Where Home is

There is something in my neighborhood that pierces me whenever I drive past it. It's an empty piece of land where a house recently existed. This home belonged to a couple whose children and grandchildren lived directly across the street. For decades, this wonderful family, whom I know, lived in an idyllic cocoon of love and closeness. The kids ran back and forth to their grandparents, holidays and Shabboses were spent eating together, and downtime meant more hanging out as a whole. This family rolled as one, with many other assorted siblings and their children in the neighborhood too. Every parent's dream.
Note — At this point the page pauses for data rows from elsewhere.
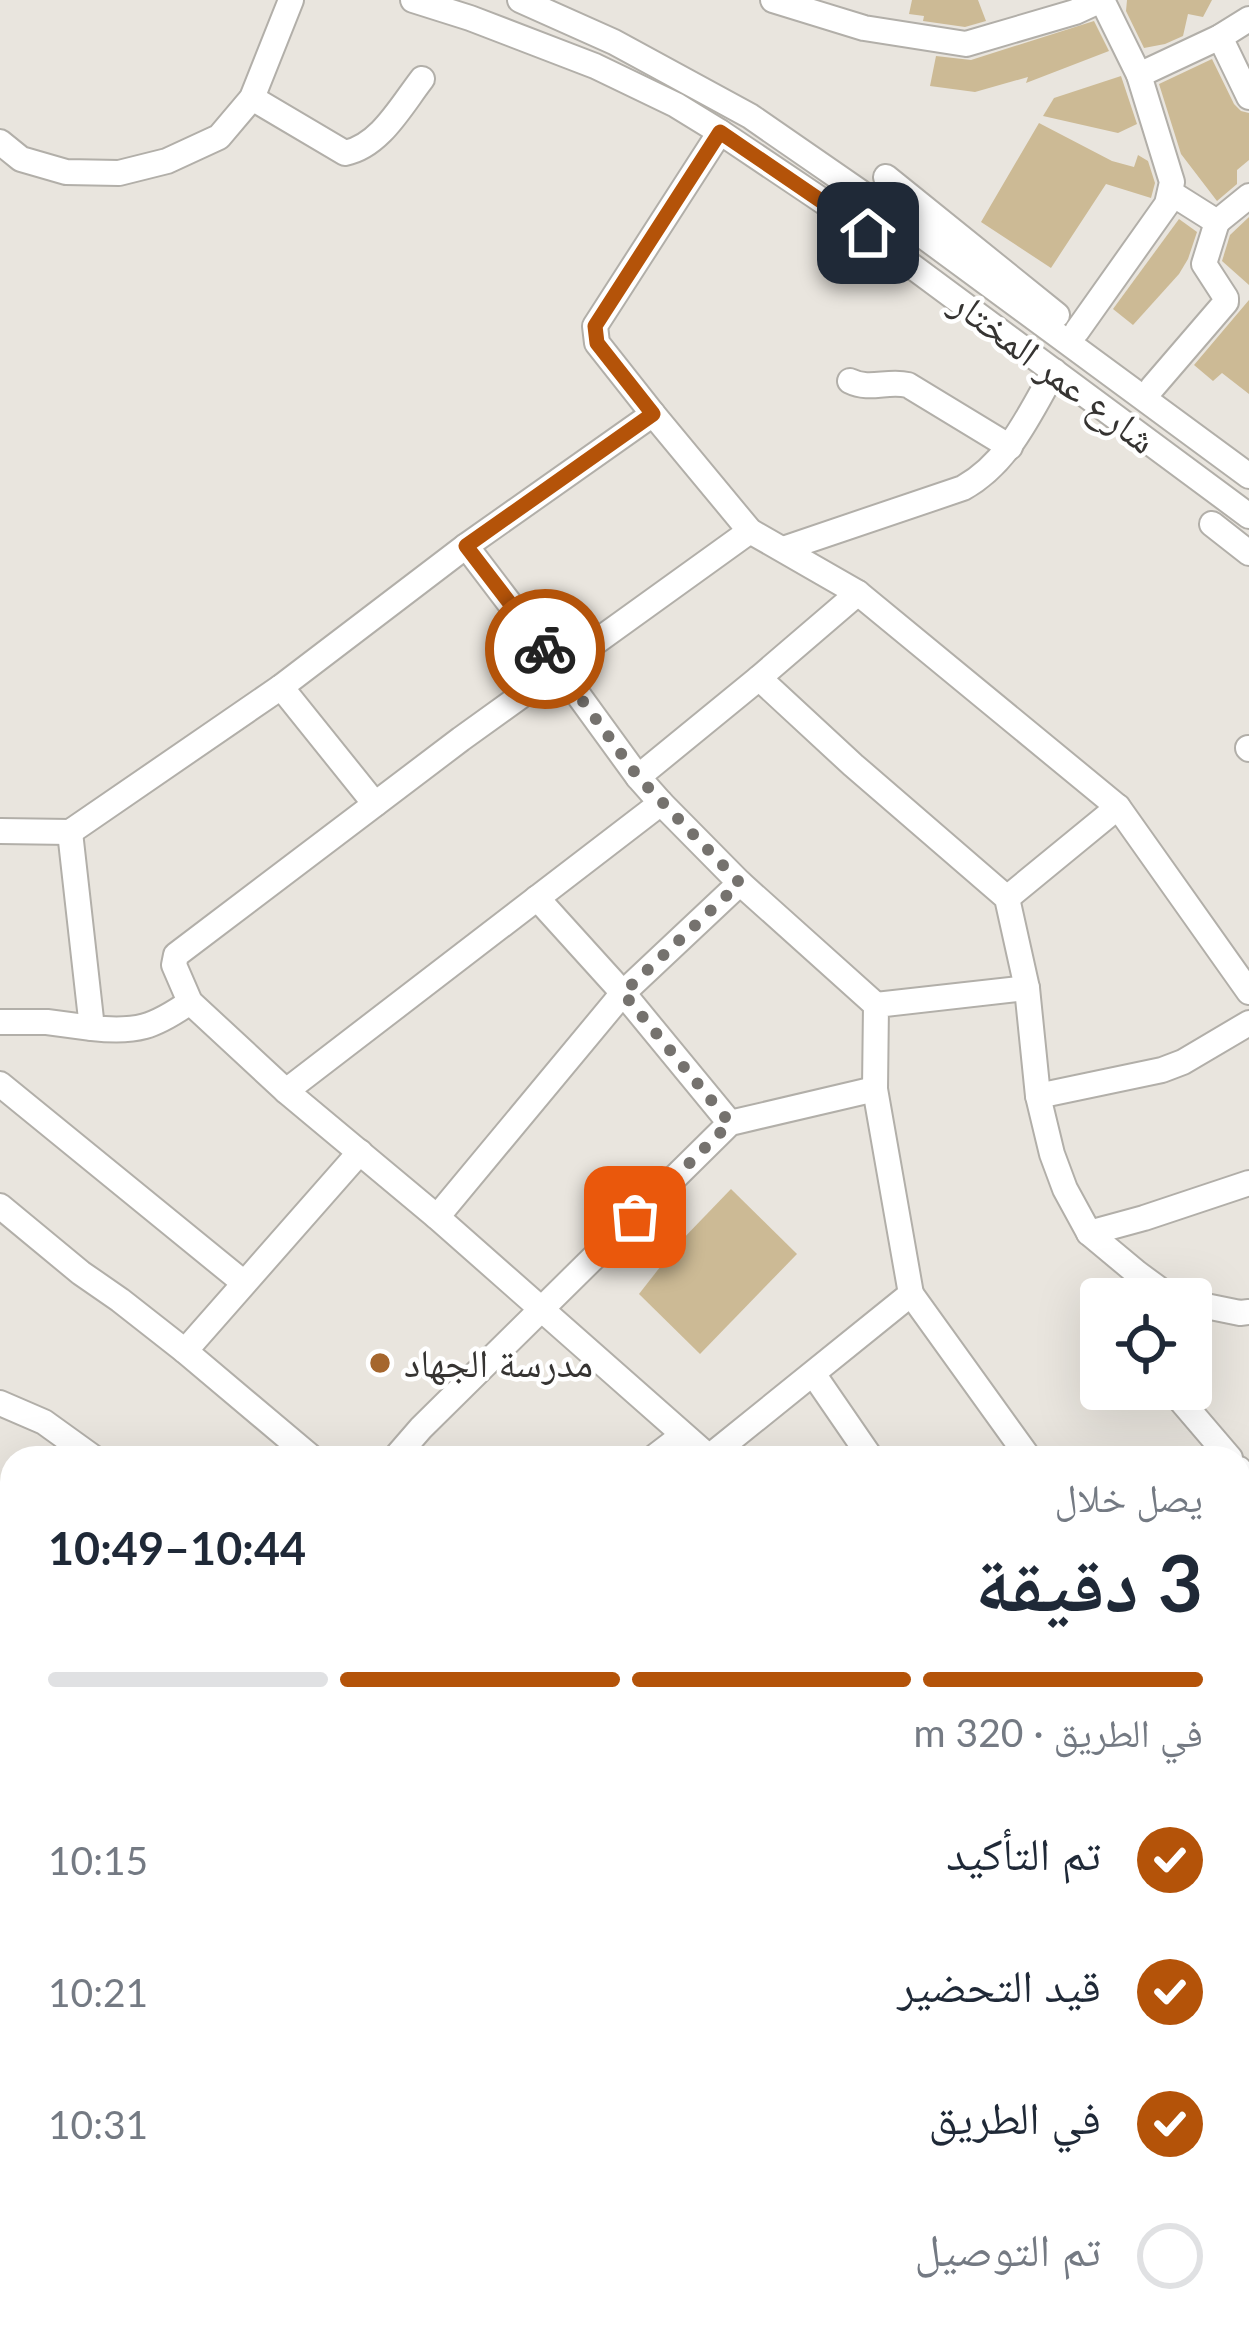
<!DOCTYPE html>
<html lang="ar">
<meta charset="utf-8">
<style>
body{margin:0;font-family:Lato,"Noto Naskh Arabic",sans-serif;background:#f2f2f3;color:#1f2937;direction:rtl;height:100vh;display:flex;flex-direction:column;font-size:45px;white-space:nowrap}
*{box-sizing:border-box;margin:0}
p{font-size:39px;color:#747a83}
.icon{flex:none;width:66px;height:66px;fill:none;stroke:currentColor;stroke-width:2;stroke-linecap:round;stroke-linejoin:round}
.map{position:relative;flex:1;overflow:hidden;direction:ltr}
.drawer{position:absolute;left:0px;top:1446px;width:1251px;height:903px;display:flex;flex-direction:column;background:#fff;border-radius:36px 36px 0 0;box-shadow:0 12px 48px #0002;direction:rtl}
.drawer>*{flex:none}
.fabs{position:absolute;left:1080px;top:1278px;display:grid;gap:24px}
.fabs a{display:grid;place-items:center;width:132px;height:132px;border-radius:12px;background:#fff;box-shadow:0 12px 48px #0002;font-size:60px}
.pin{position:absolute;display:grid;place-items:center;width:102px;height:102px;color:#fff;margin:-51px;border-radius:24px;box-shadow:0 6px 18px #0006}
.courier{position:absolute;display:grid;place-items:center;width:120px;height:120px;margin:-60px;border:9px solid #b45309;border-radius:50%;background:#fff;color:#222;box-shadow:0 3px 15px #0007}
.summary em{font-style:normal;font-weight:700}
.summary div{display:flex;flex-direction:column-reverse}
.summary{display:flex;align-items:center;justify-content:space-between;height:204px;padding:0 48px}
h1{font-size:78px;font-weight:700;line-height:90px}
.bar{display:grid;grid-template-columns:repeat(4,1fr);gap:18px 12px;align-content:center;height:144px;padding:0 48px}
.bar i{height:15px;border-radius:9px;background:#e0e1e3}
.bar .selected{background:#b45309}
.bar p{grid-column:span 4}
ol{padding:0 48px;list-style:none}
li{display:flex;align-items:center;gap:36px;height:132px}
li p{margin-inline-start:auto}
li .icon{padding:12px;border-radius:50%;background:#b45309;color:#fff;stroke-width:4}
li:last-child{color:#747a83}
li i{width:66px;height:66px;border:6px solid #e0e1e3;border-radius:50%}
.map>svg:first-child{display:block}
.building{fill:#ccba95}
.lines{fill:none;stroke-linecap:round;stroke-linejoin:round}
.minor-casing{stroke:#b2afa9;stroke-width:28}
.minor{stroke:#fff;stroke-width:24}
.done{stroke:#75726e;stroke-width:12;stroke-dasharray:0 21.6}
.route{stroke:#b45309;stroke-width:15}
.poi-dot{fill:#a5662d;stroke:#fff;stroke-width:4.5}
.labels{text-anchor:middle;stroke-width:9;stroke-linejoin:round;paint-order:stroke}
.street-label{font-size:39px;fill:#363432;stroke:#fff}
.poi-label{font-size:39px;fill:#363432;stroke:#fff;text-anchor:start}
</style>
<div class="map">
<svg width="1249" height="2348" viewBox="0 0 1249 2348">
<rect width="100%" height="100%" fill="#e9e5de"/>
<g class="building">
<path d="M912 0H978L986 21 965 27 923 21 924 16 909 14Z"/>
<path d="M1127 0H1212L1203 17 1188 14 1183 36 1165 44 1144 48 1126 11Z"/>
<path d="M1094 21 1109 51 1026 83 1028 77 975 92 930 86 936 56 971 60Z"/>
<path d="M1212 59 1234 104 1241 111 1249 113V160L1237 170V184L1217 201 1181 154 1159 84Z"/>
<path d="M1121 76 1137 124 1118 133 1043 116 1054 98Z"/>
<path d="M1039 123 1112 161 1134 167 1138 155 1148 161 1155 183 1151 198 1106 184 1051 268 981 222Z"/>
<path d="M1249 217V285L1222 261 1230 235Z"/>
<path d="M1179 219 1197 232 1188 259 1179 274 1133 325 1113 309Z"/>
<path d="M1249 300V394L1222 373 1213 381 1194 365Z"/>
<path d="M731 1189 797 1254 700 1354 639 1294 678 1244Z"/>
</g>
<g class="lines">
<defs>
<g id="minor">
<path d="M413 0 470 18 595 66 676 105 720 132 839 212 1249 516"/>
<path d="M520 0 614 42 750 116 915 230 1249 476"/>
<path d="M773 0 864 28 966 44 1075 12 1101 0"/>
<path d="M1220 37 1249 97"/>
<path d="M1139 75 1220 37 1249 19"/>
<path d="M252 98 345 153C380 146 401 106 422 79"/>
<path d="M0 142 21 159 66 172 119 173 167 161 219 137 252 98 291 0"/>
<path d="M886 177 1057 315"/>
<path d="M1171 193 1217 222 1249 196"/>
<path d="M1077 331 1167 204 1172 182 1139 75 1102 0"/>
<path d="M850 381C870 391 887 380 908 385L1010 447"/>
<path d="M1152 388 1226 302V298L1204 264 1217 222"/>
<path d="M653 414 597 343 595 326 720 132"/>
<path d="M1212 524 1249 553"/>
<path d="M750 531 461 739 176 955 174 965 190 1002 286 1091 437 1217 709 1457 911 1294 875 1089 876 1005 1027 988"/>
<path d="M466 546 558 667 638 777 661 803 740 883 876 1005"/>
<path d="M783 549 963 488C1008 463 1029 415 1054 371"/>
<path d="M858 593 759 678 853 765 1007 898 1027 988 1038 1096 1052 1154 1065 1189 1089 1233 1137 1273 1167 1295 1178 1299"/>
<path d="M281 687 375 804"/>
<path d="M1248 748 1249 749"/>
<path d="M638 777 759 678"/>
<path d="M0 831 70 832 281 687 466 546 653 414 750 531 858 593 1118 807 1249 992"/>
<path d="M70 832 92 1028C137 1033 154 1027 190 1002"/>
<path d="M537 898 623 993 730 1123"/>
<path d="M1007 898 1118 807"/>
<path d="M0 1022H47L92 1028"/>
<path d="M0 1084 244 1283"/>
<path d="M286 1091 661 803"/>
<path d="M1038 1096 1162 1070 1183 1062 1249 1023"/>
<path d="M0 1206 81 1273 120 1300 185 1351 360 1152"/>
<path d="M437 1217 623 993 740 883"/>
<path d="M1089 1233 1144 1218 1249 1183"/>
<path d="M911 1294 1029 1458"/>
<path d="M1191 1303 1240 1313 1249 1312"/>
<path d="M185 1351 312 1458"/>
<path d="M814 1375 871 1458"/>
<path d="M1171 1389 1230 1458"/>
<path d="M0 1403 44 1422 94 1458"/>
<path d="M395 1458 421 1428 730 1123 875 1089"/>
<path d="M653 1458 683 1435"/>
<path d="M1239 1469 1249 1485"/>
<path d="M1239 1524 1245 1520 1249 1510"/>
<path d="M0 1680 12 1683"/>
<path d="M0 1917 12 1885"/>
<path d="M0 1984 12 1985"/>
<path d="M0 2085 12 2086"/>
<path d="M0 2233H12"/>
<path d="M1239 2295 1249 2311"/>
<path d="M0 2304 12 2348"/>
<path d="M172 2337V2348"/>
<path d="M329 2337 330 2348"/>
<path d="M409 2348 410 2337"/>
<path d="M555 2348 557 2337"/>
<path d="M1204 2348 1220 2337"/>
</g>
</defs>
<use href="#minor" class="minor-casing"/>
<use href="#minor" class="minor"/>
</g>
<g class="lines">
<path class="done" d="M545 649 638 777 740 883 623 993 730 1123 635 1217"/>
<path class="route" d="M545 649 466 546 653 414 597 343 595 326 720 132 868 233"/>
</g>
<circle class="poi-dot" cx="380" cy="1363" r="12"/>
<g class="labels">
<g class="street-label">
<text transform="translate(1054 371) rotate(37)" y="14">شارع عمر المختار</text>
</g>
<g class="poi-label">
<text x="404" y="1377">مدرسة الجهاد</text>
</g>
</g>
</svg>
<div class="fabs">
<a><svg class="icon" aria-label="locate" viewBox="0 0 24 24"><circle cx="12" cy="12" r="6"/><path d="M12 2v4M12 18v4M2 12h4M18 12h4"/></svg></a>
</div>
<div class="pin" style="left:635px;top:1217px;background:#ea580c"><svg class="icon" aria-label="bag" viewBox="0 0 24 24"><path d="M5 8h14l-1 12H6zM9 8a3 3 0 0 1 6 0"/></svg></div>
<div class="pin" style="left:868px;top:233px;background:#1f2937"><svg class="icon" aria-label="home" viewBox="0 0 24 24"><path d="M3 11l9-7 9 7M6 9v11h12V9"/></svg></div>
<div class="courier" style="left:545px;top:649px"><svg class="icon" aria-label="bike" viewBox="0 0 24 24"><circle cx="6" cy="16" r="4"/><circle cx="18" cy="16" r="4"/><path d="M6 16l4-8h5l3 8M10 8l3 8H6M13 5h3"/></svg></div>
<section class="drawer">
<div class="summary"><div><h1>3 دقيقة</h1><p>يصل خلال</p></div><em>10:44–10:49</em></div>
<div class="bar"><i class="selected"></i><i class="selected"></i><i class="selected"></i><i></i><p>في الطريق · 320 m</p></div>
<ol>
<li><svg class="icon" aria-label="check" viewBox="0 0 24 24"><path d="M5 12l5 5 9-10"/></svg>تم التأكيد<p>10:15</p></li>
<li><svg class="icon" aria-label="check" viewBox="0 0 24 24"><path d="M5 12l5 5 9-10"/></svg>قيد التحضير<p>10:21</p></li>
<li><svg class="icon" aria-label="check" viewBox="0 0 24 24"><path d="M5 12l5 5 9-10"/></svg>في الطريق<p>10:31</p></li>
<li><i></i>تم التوصيل</li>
</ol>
</section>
</div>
A few years ago the family patriarch died. I often wondered how painful it would be for their daughter to see her former home, that now just housed just one parent. That due to the physical proximity of their houses, the sight of where her father used to live was unavoidable. Fresh arrows of grief in the heart every time. However, life has a way of demanding that we constantly readjust by catapulting us into unfamiliar territory, so they all continued to live according to their new reality. Same homes, same street, same close bond. Holes from losing a loved one are never filled, we just learn how to navigate ourselves around them.
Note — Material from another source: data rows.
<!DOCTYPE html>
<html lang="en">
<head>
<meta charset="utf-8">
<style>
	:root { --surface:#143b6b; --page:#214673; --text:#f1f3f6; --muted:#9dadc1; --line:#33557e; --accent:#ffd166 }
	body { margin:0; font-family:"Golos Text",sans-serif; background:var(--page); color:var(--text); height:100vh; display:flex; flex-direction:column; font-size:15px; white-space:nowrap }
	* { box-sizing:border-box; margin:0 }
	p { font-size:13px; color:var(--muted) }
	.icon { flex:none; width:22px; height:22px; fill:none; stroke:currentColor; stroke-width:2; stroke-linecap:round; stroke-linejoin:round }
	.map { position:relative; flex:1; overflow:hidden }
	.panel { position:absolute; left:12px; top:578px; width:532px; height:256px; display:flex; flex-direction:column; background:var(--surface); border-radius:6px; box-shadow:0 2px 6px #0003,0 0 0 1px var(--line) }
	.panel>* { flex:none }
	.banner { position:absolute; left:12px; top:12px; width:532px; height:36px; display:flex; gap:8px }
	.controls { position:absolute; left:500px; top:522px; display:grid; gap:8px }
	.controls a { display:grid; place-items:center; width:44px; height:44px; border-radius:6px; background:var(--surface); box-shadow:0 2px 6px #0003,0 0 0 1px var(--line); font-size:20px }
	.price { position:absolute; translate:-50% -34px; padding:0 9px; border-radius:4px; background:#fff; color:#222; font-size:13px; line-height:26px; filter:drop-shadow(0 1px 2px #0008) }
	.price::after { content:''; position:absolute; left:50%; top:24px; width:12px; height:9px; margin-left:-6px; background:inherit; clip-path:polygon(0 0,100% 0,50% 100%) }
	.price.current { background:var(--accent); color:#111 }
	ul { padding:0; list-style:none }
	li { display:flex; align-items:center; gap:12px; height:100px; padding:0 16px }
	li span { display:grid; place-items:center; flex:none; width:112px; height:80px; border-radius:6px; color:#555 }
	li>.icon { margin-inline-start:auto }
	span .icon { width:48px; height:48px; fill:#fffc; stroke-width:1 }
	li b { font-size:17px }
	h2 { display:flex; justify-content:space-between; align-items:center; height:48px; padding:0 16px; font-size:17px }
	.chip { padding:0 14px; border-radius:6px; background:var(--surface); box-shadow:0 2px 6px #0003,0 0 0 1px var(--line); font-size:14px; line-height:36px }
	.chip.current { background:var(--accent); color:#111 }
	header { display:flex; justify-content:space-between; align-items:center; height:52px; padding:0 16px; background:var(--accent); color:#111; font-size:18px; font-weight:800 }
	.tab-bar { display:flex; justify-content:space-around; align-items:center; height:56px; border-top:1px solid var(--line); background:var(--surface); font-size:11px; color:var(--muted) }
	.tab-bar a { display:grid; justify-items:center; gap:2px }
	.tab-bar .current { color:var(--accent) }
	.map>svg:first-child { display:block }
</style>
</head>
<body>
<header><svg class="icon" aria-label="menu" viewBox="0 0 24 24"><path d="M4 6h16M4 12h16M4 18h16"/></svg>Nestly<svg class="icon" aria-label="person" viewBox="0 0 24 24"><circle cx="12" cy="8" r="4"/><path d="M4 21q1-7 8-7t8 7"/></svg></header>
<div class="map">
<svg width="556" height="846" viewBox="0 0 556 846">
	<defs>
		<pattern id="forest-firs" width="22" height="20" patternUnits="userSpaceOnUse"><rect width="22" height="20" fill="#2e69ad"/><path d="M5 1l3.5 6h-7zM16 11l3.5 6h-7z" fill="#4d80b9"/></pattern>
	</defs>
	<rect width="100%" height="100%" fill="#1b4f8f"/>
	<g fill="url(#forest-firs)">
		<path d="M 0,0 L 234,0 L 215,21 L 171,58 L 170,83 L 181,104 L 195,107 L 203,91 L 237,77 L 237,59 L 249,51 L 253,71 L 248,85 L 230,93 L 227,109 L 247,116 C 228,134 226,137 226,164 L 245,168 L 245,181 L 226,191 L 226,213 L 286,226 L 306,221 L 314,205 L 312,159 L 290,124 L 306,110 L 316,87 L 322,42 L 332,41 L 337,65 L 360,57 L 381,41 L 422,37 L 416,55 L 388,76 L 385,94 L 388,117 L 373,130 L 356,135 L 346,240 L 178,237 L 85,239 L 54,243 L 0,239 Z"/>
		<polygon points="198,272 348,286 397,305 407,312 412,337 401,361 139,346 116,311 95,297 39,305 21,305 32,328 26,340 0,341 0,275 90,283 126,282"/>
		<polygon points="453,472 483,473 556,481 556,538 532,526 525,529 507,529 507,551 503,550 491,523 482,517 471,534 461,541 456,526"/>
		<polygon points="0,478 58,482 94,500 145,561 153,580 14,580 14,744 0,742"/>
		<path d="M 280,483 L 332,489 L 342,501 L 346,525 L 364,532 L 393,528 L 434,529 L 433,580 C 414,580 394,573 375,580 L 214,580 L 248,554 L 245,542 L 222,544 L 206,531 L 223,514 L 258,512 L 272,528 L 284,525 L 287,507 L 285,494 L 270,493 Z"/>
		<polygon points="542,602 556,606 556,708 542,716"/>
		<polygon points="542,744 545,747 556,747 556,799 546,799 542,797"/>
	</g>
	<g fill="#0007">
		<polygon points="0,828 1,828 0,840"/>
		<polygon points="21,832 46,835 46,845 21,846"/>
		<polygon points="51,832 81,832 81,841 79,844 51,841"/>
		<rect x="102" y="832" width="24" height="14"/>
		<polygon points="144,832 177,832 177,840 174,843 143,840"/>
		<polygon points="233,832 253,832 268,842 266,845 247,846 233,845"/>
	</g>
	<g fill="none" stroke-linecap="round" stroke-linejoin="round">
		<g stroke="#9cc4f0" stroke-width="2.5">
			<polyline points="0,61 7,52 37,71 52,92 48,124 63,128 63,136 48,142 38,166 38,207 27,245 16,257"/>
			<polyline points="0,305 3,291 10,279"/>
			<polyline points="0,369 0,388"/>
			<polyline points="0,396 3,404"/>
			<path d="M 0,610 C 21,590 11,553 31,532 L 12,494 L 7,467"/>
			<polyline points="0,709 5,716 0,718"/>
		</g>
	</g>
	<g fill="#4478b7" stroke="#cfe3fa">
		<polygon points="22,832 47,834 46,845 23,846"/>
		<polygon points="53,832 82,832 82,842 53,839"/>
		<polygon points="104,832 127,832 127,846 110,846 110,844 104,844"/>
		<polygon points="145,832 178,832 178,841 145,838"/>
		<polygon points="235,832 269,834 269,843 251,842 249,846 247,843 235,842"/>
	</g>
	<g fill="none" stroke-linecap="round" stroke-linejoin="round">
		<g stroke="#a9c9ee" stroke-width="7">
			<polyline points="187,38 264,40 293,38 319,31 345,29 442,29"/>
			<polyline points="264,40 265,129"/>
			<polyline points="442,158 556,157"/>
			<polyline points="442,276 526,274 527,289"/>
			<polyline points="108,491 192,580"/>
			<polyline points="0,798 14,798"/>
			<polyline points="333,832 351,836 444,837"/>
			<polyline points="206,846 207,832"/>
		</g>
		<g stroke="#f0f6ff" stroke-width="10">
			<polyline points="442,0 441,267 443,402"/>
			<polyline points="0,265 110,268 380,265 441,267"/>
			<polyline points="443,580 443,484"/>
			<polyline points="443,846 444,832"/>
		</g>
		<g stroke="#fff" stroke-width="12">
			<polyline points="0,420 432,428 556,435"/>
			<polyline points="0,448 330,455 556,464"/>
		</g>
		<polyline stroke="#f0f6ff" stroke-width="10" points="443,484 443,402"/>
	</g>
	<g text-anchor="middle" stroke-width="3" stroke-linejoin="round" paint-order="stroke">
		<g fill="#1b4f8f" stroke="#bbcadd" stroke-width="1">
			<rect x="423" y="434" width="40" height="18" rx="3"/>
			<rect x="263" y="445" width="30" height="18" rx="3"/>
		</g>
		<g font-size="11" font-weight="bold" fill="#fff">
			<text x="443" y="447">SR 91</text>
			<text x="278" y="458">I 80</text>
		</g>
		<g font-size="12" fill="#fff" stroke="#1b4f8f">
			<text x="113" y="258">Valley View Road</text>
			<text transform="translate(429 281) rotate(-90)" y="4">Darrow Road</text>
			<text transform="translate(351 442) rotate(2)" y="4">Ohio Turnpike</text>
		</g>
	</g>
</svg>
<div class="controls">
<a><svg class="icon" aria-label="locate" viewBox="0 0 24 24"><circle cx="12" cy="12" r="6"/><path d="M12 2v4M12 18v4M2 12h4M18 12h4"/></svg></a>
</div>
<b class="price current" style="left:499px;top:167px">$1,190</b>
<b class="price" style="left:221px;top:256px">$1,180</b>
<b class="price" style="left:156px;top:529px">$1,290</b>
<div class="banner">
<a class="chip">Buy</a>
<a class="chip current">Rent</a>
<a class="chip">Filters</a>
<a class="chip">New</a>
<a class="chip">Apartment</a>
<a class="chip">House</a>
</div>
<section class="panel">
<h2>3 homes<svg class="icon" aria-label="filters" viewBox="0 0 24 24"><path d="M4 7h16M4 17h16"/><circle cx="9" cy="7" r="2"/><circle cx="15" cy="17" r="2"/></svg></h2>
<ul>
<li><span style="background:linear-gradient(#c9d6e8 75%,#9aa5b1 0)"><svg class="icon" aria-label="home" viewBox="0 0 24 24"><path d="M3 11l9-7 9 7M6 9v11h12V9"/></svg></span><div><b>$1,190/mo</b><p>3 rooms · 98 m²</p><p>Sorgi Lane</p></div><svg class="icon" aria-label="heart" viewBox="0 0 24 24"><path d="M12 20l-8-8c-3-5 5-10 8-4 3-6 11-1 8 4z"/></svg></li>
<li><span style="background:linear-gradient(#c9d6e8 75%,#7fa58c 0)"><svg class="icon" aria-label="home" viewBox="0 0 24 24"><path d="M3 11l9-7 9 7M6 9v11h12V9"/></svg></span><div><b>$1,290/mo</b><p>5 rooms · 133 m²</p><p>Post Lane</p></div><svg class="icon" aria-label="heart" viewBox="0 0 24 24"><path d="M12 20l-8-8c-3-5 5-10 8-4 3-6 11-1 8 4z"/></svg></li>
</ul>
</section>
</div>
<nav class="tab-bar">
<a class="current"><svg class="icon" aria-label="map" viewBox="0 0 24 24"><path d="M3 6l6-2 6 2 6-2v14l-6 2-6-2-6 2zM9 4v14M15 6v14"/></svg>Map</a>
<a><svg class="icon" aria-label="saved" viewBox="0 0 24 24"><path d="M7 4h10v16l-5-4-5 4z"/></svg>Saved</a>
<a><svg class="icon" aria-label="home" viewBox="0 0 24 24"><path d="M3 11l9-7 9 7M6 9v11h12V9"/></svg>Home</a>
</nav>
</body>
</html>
Then, the matriarch eventually sold her house. Her children sold as well and moved out of town. So now one house is vacant, while the other ten feet away was bought and bulldozed. It is this empty property that fills me with tremendous sadness and discomfort, as well as a little dose of fear. It's such a huge juxtaposition, to see what has become of that little family oasis of theirs. Their corner went from a private bungalow colony to vacancy and non existence. I always think about things like this. The family that lived in my house a hundred years ago, before we knocked down what they had built. The people who will knock down my house eventually, making the decision to do so by quickly writing us off without ever meeting us. It feels so dismissive, even though it's of course entirely not personal. You can't dismiss someone you've never met. All the laughs, fights, memories, and meals made here will become ghosts. Maybe, MAYBE, someone will say, "I knew them", but even that person will be dismissed; the new owner won't care, nor should he really. It's hard to care about those we don't know. How a family can go from existing in one place in time, to simply no longer being there is a harsh reminder of how temporary and fleeting life is. Our utopia that we've created can shift radically as quickly as the earth can crack in a quake. Nothing is permanent. We put so much time and love into maintaining our homes. It's hard to think one day they'll become a pile of demolished bricks. No one will care who your decorator was, and if you liked working with him. Or whether or not you had a pool. My brother in law once told me wisely, to never get too attached to a pile of bricks. This is good advice for obvious reasons. Don't wrap your whole existence up within a certain set of four walls, because one day those walls will be torn down. What you built within that house will move to another location, where it will continue to be. This isn't a post about how what matters is on the inside, it's a sad thought about the crappy passage of time. On the one hand each of us is a significant gift in the world, but on the other hand we are just minor details. It's About how our chapters often write themselves without consulting us first.

Yes, we have power over our own story. But there are things we simply cannot control, which puts us at the mercy of Life. And that is a hard pill to swallow. I can't clean this up and put it in a pretty box. There's no glossing over or filtering these realities. Thinking about it or not is irrelevant. It's happening anyway. All we can do is love and live fiercely in whichever space we are in.